Not only would Barbaric be able to relate to his patients, having endured so much foot pain, the doctor told him podiatry was an up-and-coming field.
After being discharged, Barbaric looked it up and ended up enrolling in an accelerated program in Chicago. Shortly after the war ended, he opened his first office at 61st Street and Ashland Avenue.
It was not unusual for patients to chat about the war.
“One day this Irish lady comes in. She was sad, told me her son had been killed at Anzio,” Barbaric said. They talked some more and the woman pulled out a photograph.
“It was the red-haired Clohessy, the guy Joe Connelly introduced me to,” Barbaric said. “I’d never seen the guy near 63rd and Ashland. I’d only met him on Anzio.”
An even stranger moment came 30 years later when a man came in with a serious toe infection. As Barbaric was treating him, the man continuously asked questions about the war.
“I was getting annoyed. It had been 30 years, and this guy was giving me the third degree,” he said.
Finally, after realizing the guy had served in Anzio with the 5th Army, 45th Division, 179th Regiment, H Company, Barbaric asked him to tell his story. Turned out, the guy was the radio man, the sole survivor of the blast on the command post. The realization made Barbaric drop his instrument.

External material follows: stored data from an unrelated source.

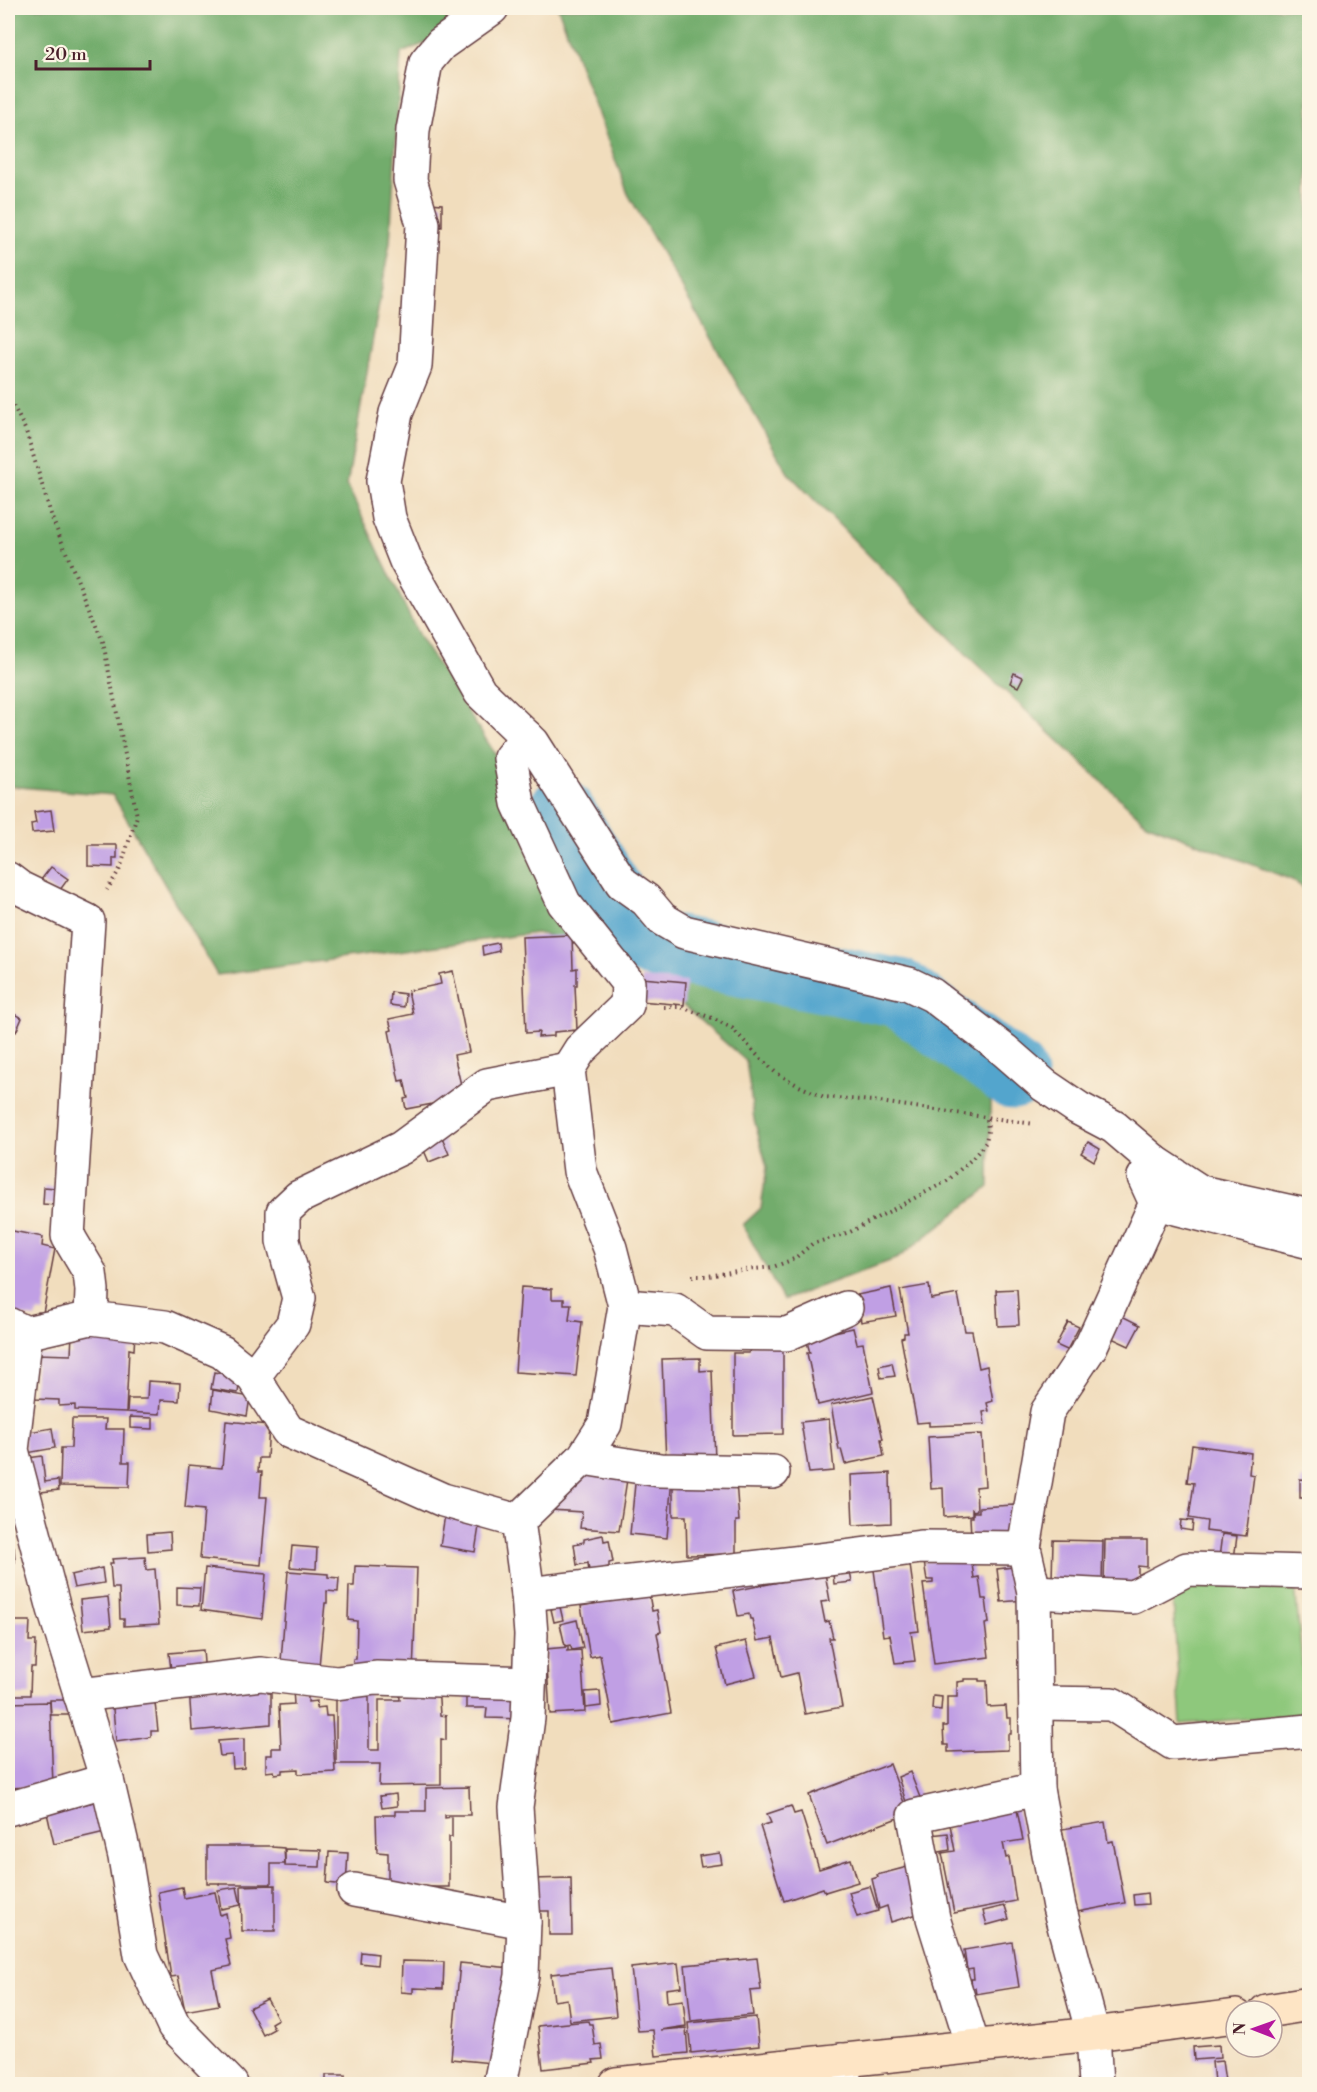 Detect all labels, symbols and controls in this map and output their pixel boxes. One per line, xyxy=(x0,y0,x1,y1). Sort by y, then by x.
scale bar xyxy=(36,33,150,71)
text: 20 m xyxy=(45,43,87,66)
north arrow xyxy=(1224,1999,1284,2059)
text: N xyxy=(1230,2022,1250,2035) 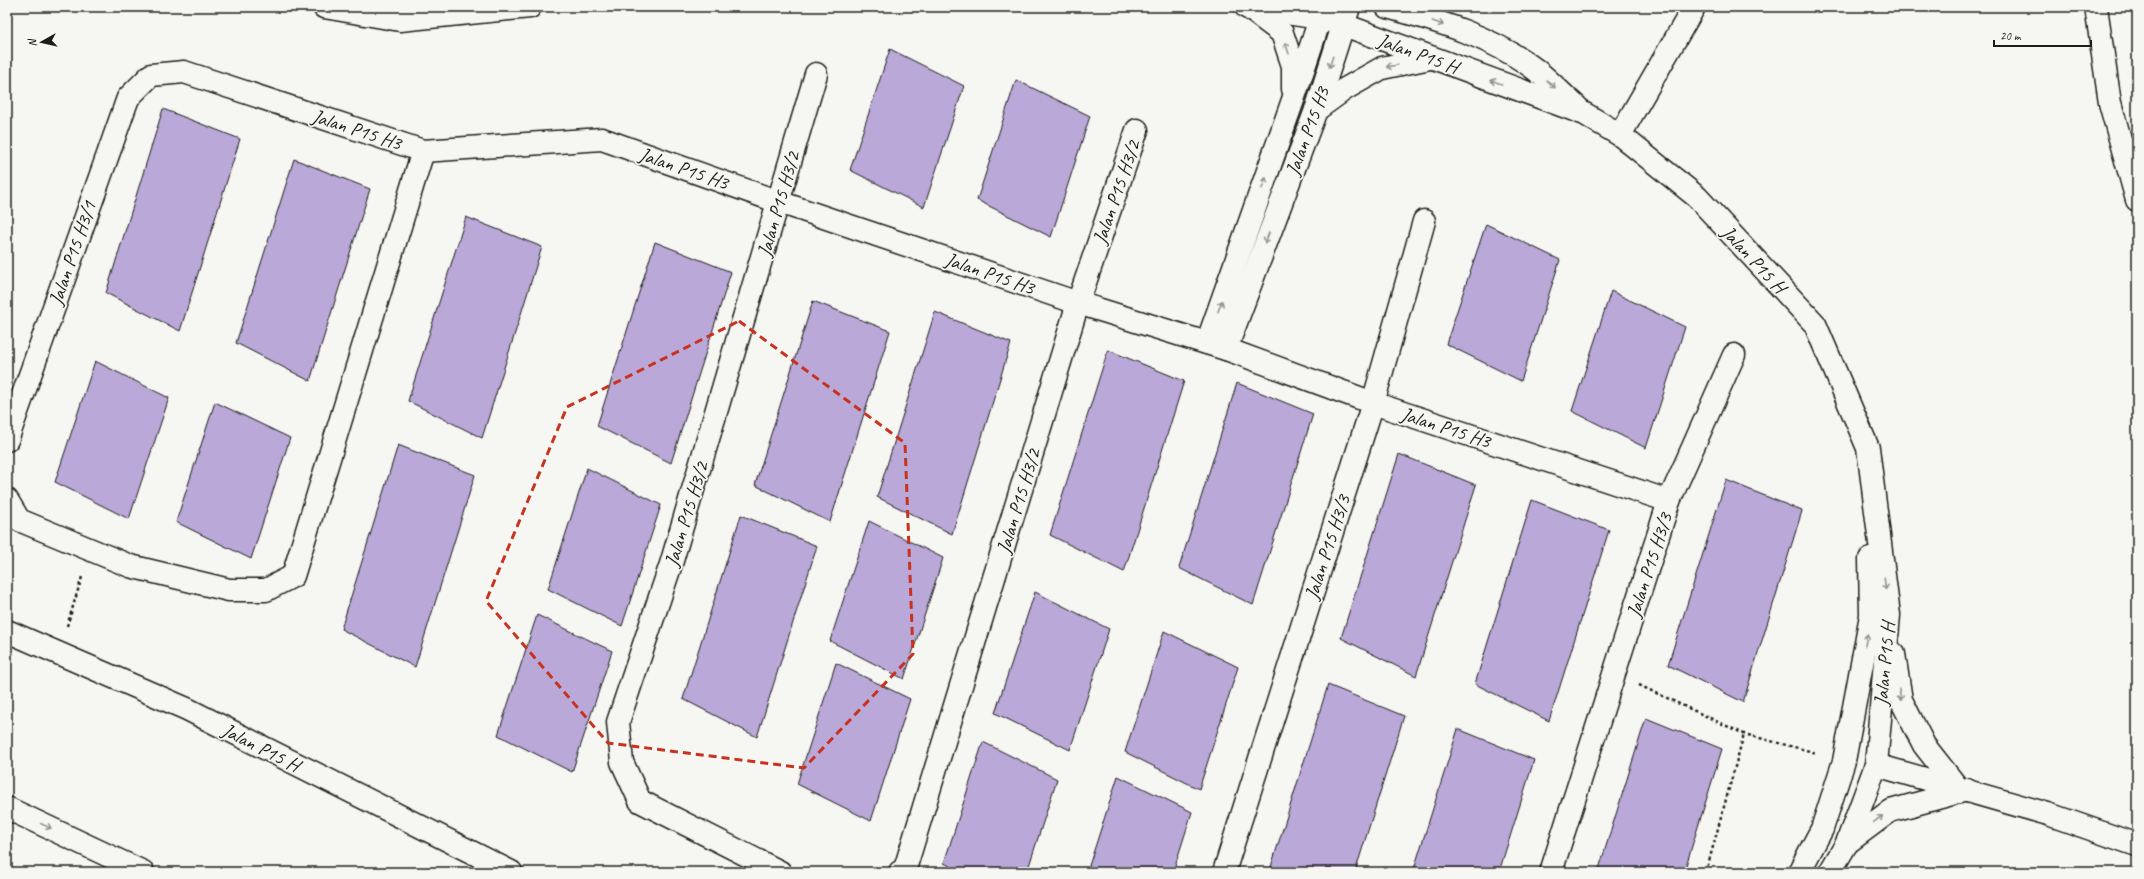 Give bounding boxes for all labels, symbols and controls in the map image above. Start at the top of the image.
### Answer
one-way arrow [1431,19,1443,27]
north arrow [22,22,62,62]
scale bar [1994,22,2091,48]
street label: Jalan P15 H [1373,27,1465,81]
text: 20 m [2000,28,2022,44]
text: N [24,37,40,48]
one-way arrow [1283,42,1290,55]
one-way arrow [1327,56,1335,68]
one-way arrow [1386,62,1399,70]
one-way arrow [1490,77,1502,85]
one-way arrow [1546,79,1556,88]
street label: Jalan P15 H3 [1280,82,1336,180]
street label: Jalan P15 H3 [308,103,407,156]
street label: Jalan P15 H3/2 [1087,135,1147,248]
street label: Jalan P15 H3 [635,141,733,196]
street label: Jalan P15 H3/2 [751,147,806,260]
one-way arrow [1260,178,1268,190]
street label: Jalan P15 H3/1 [43,197,102,309]
street label: Jalan P15 H [1715,220,1794,301]
one-way arrow [1263,231,1271,243]
street label: Jalan P15 H3 [941,246,1039,301]
one-way arrow [1216,300,1224,312]
street label: Jalan P15 H3 [1397,401,1496,454]
street label: Jalan P15 H3/2 [990,444,1047,557]
street label: Jalan P15 H3/2 [658,457,715,570]
street label: Jalan P15 H3/3 [1299,490,1357,603]
street label: Jalan P15 H3/3 [1621,508,1679,621]
one-way arrow [1881,577,1889,590]
street label: Jalan P15 H [1868,618,1901,708]
one-way arrow [1863,634,1871,647]
one-way arrow [1897,688,1905,701]
street label: Jalan P15 H [217,717,307,779]
one-way arrow [1873,815,1884,824]
one-way arrow [39,823,51,830] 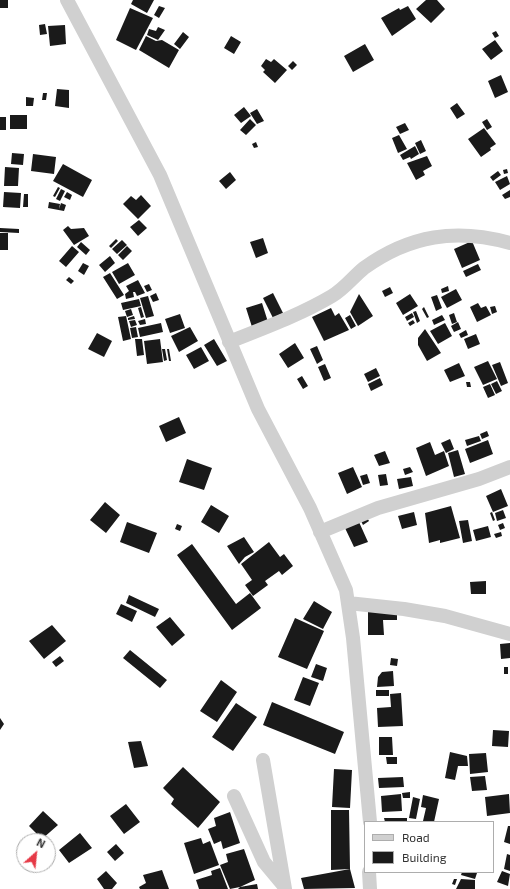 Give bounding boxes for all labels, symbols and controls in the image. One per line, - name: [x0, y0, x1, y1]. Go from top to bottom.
- legend: [364, 821, 494, 873]
- text: Road: [402, 830, 430, 844]
- north arrow: [16, 833, 56, 873]
- text: N: [35, 835, 48, 850]
- text: Building: [402, 850, 446, 864] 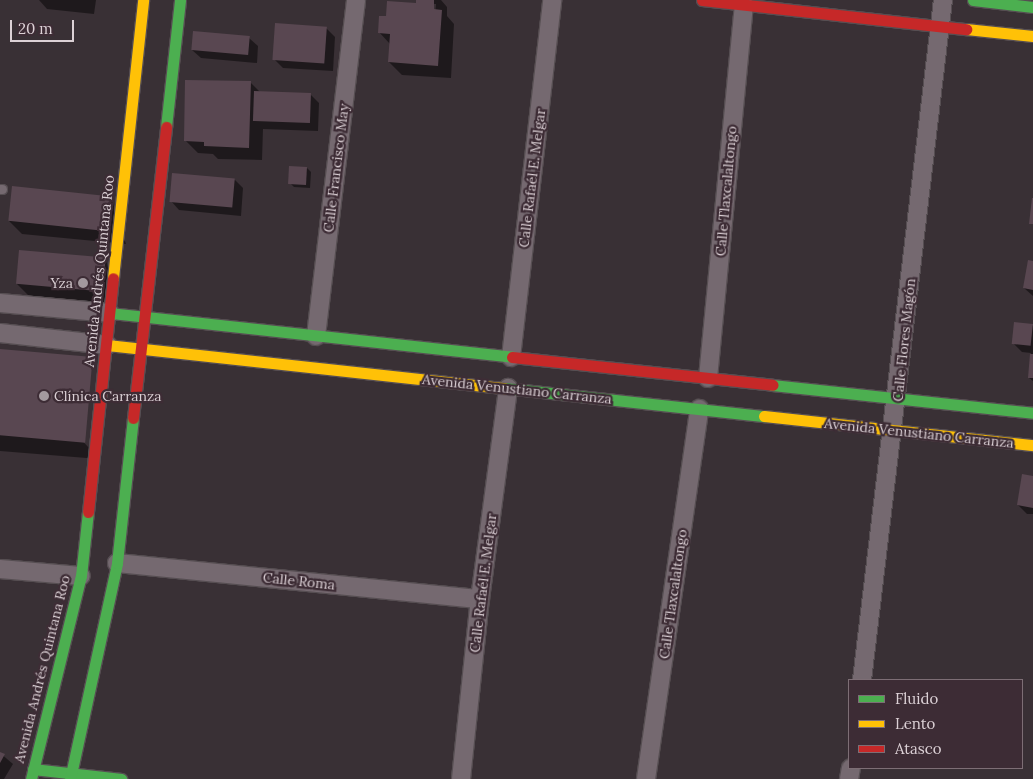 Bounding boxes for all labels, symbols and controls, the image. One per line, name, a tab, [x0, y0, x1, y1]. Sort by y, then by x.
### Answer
scale bar	[12, 10, 76, 42]
text: 20 m	[18, 19, 53, 38]
street label: Calle Francisco May	[320, 103, 352, 233]
street label: Calle Rafaél E. Melgar	[515, 108, 549, 248]
street label: Calle Tlaxcalaltongo	[712, 125, 740, 257]
street label: Avenida Andrés Quintana Roo	[81, 174, 117, 368]
place label: Yza	[50, 275, 73, 291]
marker: Yza	[77, 277, 89, 289]
street label: Calle Flores Magón	[889, 278, 919, 402]
street label: Avenida Venustiano Carranza	[421, 371, 613, 407]
place label: Clínica Carranza	[54, 388, 161, 404]
marker: Clínica Carranza	[38, 390, 50, 402]
street label: Avenida Venustiano Carranza	[823, 415, 1015, 451]
street label: Calle Rafaél E. Melgar	[466, 513, 500, 653]
street label: Calle Tlaxcalaltongo	[656, 528, 690, 660]
street label: Calle Roma	[262, 569, 336, 593]
street label: Avenida Andrés Quintana Roo	[10, 573, 74, 765]
legend	[848, 679, 1023, 769]
text: Fluido	[895, 689, 938, 708]
text: Lento	[895, 714, 935, 733]
text: Atasco	[895, 739, 941, 758] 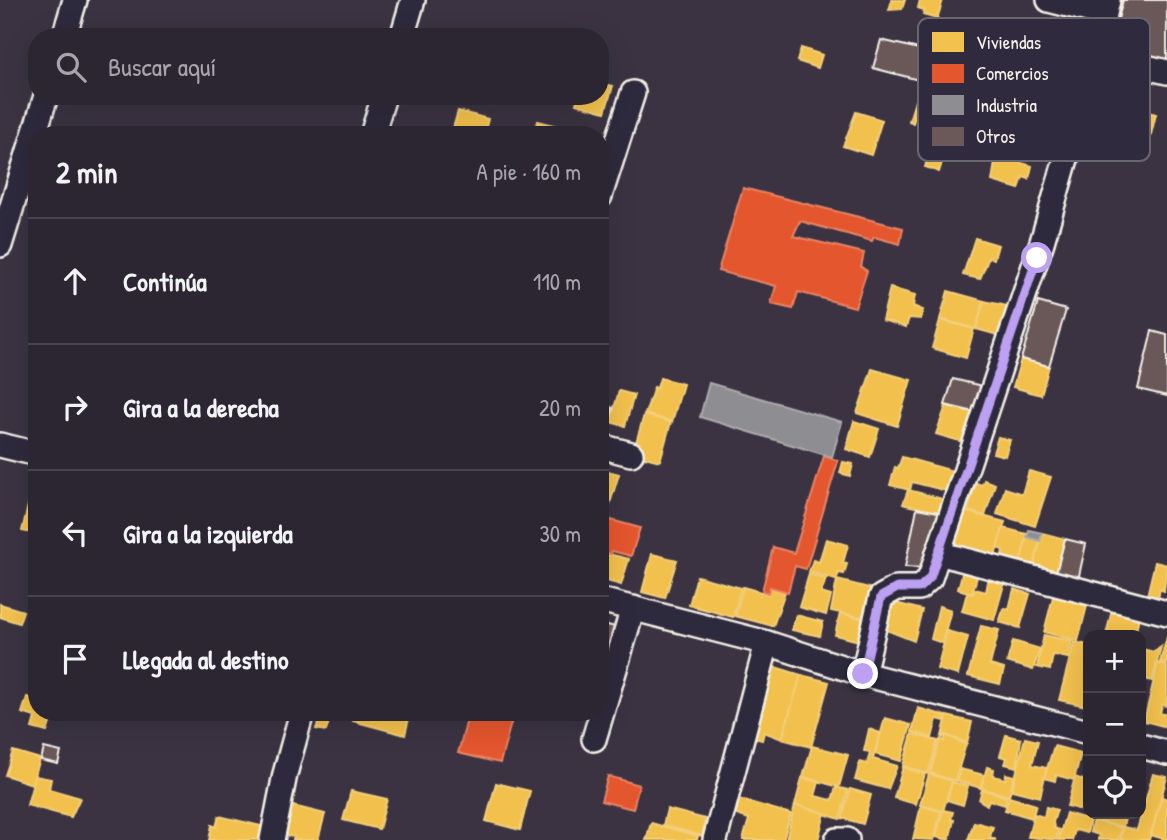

That man, James Hannah, went on to tell Barbaric that though he hailed from Oklahoma, he’d married a woman from the South Side of Chicago and had relocated.
“I never saw him again,” Barbaric said. “And to this day I don’t know why he came to my office that one time. It’s all so weird.”
Barbaric, a widower who also has a daughter and two grandsons, wonders if maybe the incident simply offered closure on a painful chapter in his life. Or was there a greater, higher significance to all these coincidences?
“All I know is it’s a crazy, small world,” he said. “I still shake when I think about it.”